**Directions**.
Each and every line below goes into your answer unchanged, but leave out the images.

Segment Start: Given material

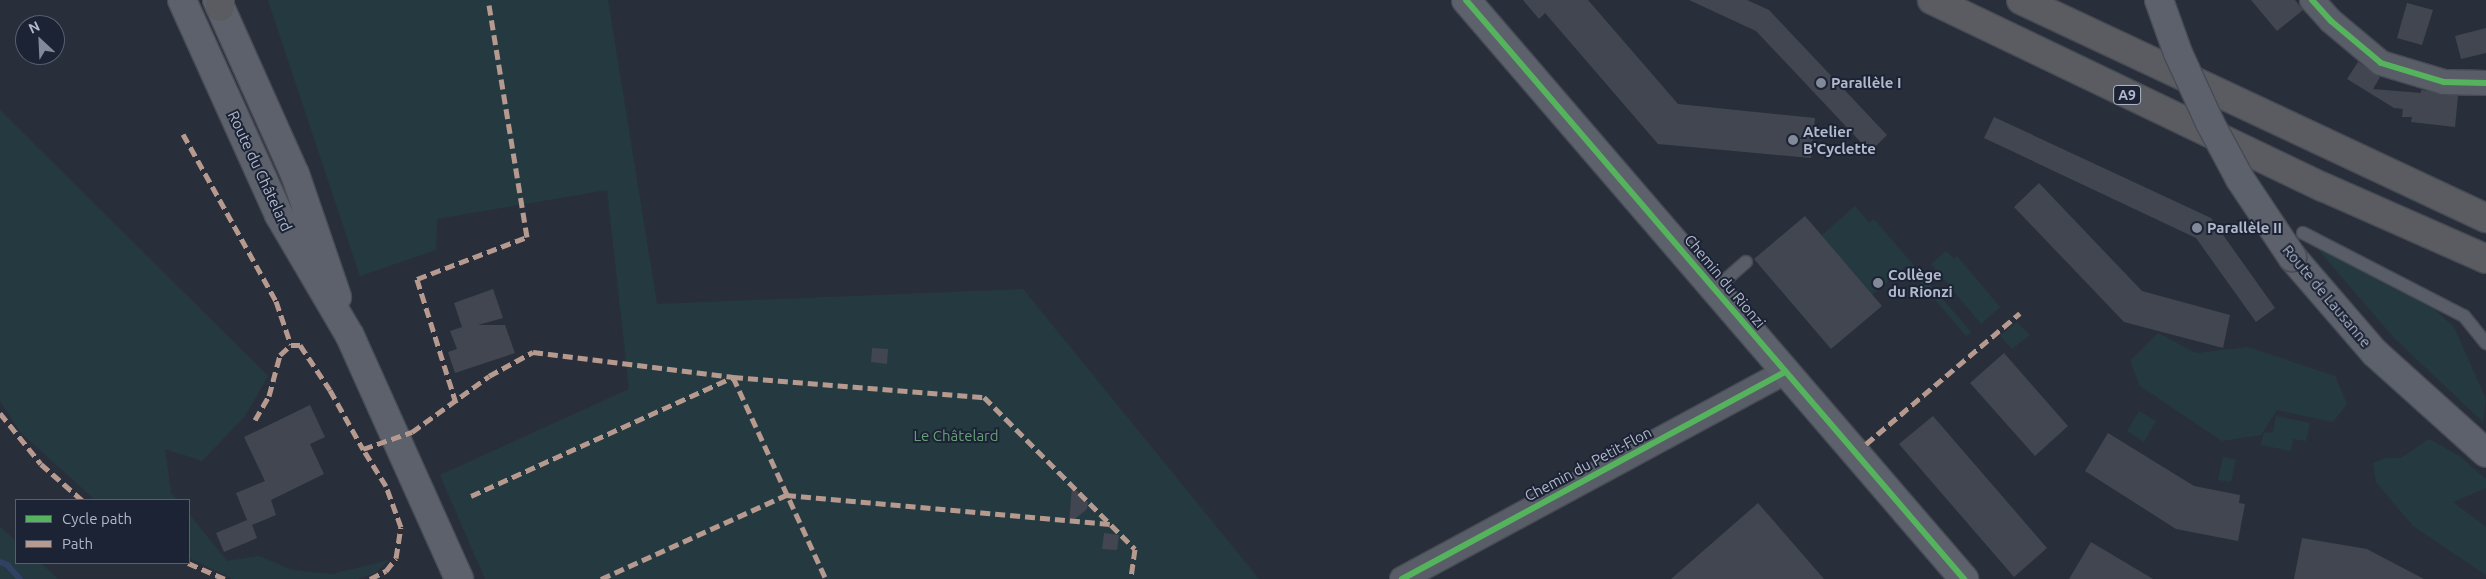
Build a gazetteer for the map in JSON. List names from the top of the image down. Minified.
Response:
{"streets":{"highway":["A9"],"main road":["Route du Châtelard","Chemin du Rionzi","Route de Lausanne"],"street":["Chemin du Petit-Flon"]},"crossings":[["Chemin du Rionzi","Chemin du Petit-Flon"]],"parks":["Le Châtelard"],"places":["Parallèle I","Atelier B'Cyclette","Parallèle II","Collège du Rionzi"],"legend":["Cycle path","Path"],"north":"top left"}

Segment End: Given material

**Result of this task**.
Build a gazetteer for the map in JSON. List names from the top of the image down. Minified.
Response:
{"streets":{"highway":["A9"],"main road":["Route du Châtelard","Chemin du Rionzi","Route de Lausanne"],"street":["Chemin du Petit-Flon"]},"crossings":[["Chemin du Rionzi","Chemin du Petit-Flon"]],"parks":["Le Châtelard"],"places":["Parallèle I","Atelier B'Cyclette","Parallèle II","Collège du Rionzi"],"legend":["Cycle path","Path"],"north":"top left"}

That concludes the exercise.